DIRECTIONS FOR THIS TASK
Without the pictures, set down every record below exactly as it reads.

SUPPLIED ENTRIES START

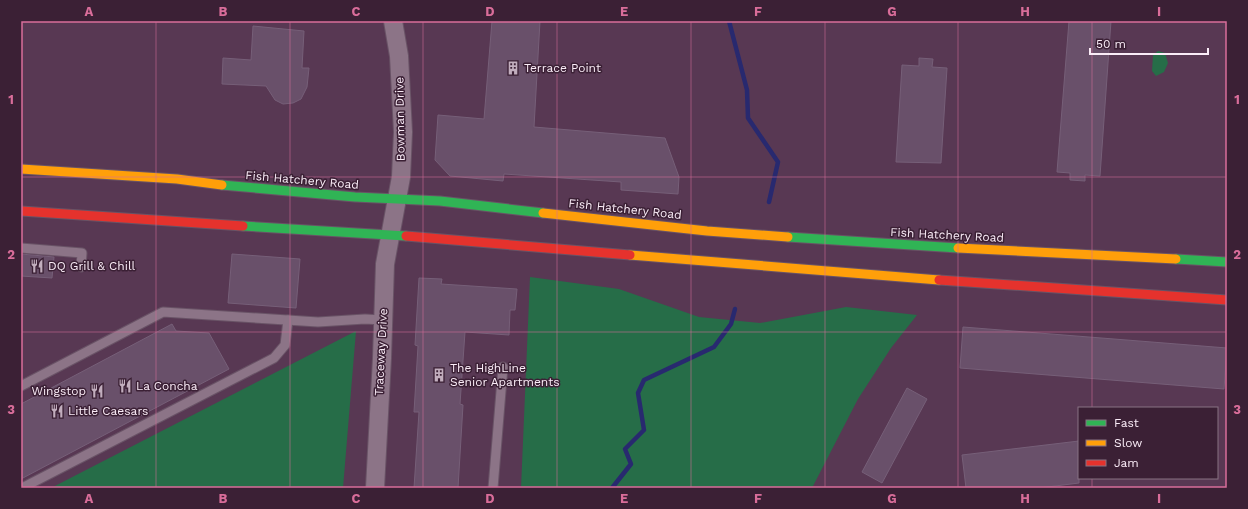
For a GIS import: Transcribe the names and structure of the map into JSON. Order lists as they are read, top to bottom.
{
  "streets": {
    "main road": ["Fish Hatchery Road"],
    "street": ["Bowman Drive", "Traceway Drive"]
  },
  "crossings": [
    ["Bowman Drive", "Fish Hatchery Road"],
    ["Bowman Drive", "Traceway Drive"]
  ],
  "places": {
    "building": ["Terrace Point", "The HighLine Senior Apartments"],
    "restaurant": [
      "DQ Grill & Chill",
      "La Concha",
      "Wingstop",
      "Little Caesars"
    ]
  },
  "legend": ["Fast", "Slow", "Jam"],
  "scale_bar": "50 m",
  "grid": {
    "columns": [
      "A",
      "B",
      "C",
      "D",
      "E",
      "F",
      "G",
      "H",
      "I"
    ],
    "rows": ["1", "2", "3"]
  }
}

SUPPLIED ENTRIES END

ANSWER FOR THIS EXERCISE
For a GIS import: Transcribe the names and structure of the map into JSON. Order lists as they are read, top to bottom.
{
  "streets": {
    "main road": ["Fish Hatchery Road"],
    "street": ["Bowman Drive", "Traceway Drive"]
  },
  "crossings": [
    ["Bowman Drive", "Fish Hatchery Road"],
    ["Bowman Drive", "Traceway Drive"]
  ],
  "places": {
    "building": ["Terrace Point", "The HighLine Senior Apartments"],
    "restaurant": [
      "DQ Grill & Chill",
      "La Concha",
      "Wingstop",
      "Little Caesars"
    ]
  },
  "legend": ["Fast", "Slow", "Jam"],
  "scale_bar": "50 m",
  "grid": {
    "columns": [
      "A",
      "B",
      "C",
      "D",
      "E",
      "F",
      "G",
      "H",
      "I"
    ],
    "rows": ["1", "2", "3"]
  }
}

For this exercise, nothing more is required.